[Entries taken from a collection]
*****

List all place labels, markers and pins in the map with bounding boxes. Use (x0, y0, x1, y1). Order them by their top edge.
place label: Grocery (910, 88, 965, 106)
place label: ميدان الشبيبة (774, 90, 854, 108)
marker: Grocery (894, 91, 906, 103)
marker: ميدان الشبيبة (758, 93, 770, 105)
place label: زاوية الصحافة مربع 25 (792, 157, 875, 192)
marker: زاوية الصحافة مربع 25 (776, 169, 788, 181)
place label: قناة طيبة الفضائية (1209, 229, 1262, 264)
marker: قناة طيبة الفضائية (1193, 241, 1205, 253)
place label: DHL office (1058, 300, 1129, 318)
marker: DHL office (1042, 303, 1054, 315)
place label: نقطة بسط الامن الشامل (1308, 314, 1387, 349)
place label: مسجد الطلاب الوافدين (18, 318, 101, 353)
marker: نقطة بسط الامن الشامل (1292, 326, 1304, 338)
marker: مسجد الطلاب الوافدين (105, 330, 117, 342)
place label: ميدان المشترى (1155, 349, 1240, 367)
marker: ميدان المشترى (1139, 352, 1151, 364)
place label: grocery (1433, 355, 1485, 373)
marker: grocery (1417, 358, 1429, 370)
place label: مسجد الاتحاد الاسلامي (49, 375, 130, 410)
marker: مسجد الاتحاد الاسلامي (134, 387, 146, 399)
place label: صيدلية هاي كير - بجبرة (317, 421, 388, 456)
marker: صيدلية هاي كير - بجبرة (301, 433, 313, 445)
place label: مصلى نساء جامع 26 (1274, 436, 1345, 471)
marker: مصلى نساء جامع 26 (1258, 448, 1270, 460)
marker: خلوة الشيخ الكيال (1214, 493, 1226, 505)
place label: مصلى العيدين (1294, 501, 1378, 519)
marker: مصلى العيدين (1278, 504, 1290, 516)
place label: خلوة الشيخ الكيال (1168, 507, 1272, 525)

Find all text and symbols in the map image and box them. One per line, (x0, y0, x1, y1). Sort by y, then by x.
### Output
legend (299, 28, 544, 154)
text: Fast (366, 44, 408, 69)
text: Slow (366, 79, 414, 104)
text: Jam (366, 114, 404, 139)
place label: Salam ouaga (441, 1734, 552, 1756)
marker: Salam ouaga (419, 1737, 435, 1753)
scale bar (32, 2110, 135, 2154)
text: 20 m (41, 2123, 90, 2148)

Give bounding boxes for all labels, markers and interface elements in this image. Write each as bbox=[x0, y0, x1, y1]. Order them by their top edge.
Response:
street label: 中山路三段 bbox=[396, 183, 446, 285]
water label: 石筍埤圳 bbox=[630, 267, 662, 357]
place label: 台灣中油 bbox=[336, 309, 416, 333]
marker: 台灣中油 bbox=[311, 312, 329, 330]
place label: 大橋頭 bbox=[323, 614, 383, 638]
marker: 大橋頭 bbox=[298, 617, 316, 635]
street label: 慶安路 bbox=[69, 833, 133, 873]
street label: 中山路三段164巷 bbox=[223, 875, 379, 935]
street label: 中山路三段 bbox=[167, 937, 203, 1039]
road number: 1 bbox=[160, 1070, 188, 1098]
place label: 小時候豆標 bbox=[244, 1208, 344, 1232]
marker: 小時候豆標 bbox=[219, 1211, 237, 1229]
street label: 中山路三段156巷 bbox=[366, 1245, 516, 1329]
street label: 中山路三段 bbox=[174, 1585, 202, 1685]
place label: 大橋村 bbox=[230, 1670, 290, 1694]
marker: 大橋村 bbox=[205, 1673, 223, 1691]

*****

Exercise directions: Repeat only what runs from the line holding "Give bounding boxes" to the end of the data, keeping every line exactly as written, first and last included.

Written solution:
Give bounding boxes for all labels, markers and interface elements in this image. Write each as bbox=[x0, y0, x1, y1]. Order them by their top edge.
Response:
street label: 中山路三段 bbox=[396, 183, 446, 285]
water label: 石筍埤圳 bbox=[630, 267, 662, 357]
place label: 台灣中油 bbox=[336, 309, 416, 333]
marker: 台灣中油 bbox=[311, 312, 329, 330]
place label: 大橋頭 bbox=[323, 614, 383, 638]
marker: 大橋頭 bbox=[298, 617, 316, 635]
street label: 慶安路 bbox=[69, 833, 133, 873]
street label: 中山路三段164巷 bbox=[223, 875, 379, 935]
street label: 中山路三段 bbox=[167, 937, 203, 1039]
road number: 1 bbox=[160, 1070, 188, 1098]
place label: 小時候豆標 bbox=[244, 1208, 344, 1232]
marker: 小時候豆標 bbox=[219, 1211, 237, 1229]
street label: 中山路三段156巷 bbox=[366, 1245, 516, 1329]
street label: 中山路三段 bbox=[174, 1585, 202, 1685]
place label: 大橋村 bbox=[230, 1670, 290, 1694]
marker: 大橋村 bbox=[205, 1673, 223, 1691]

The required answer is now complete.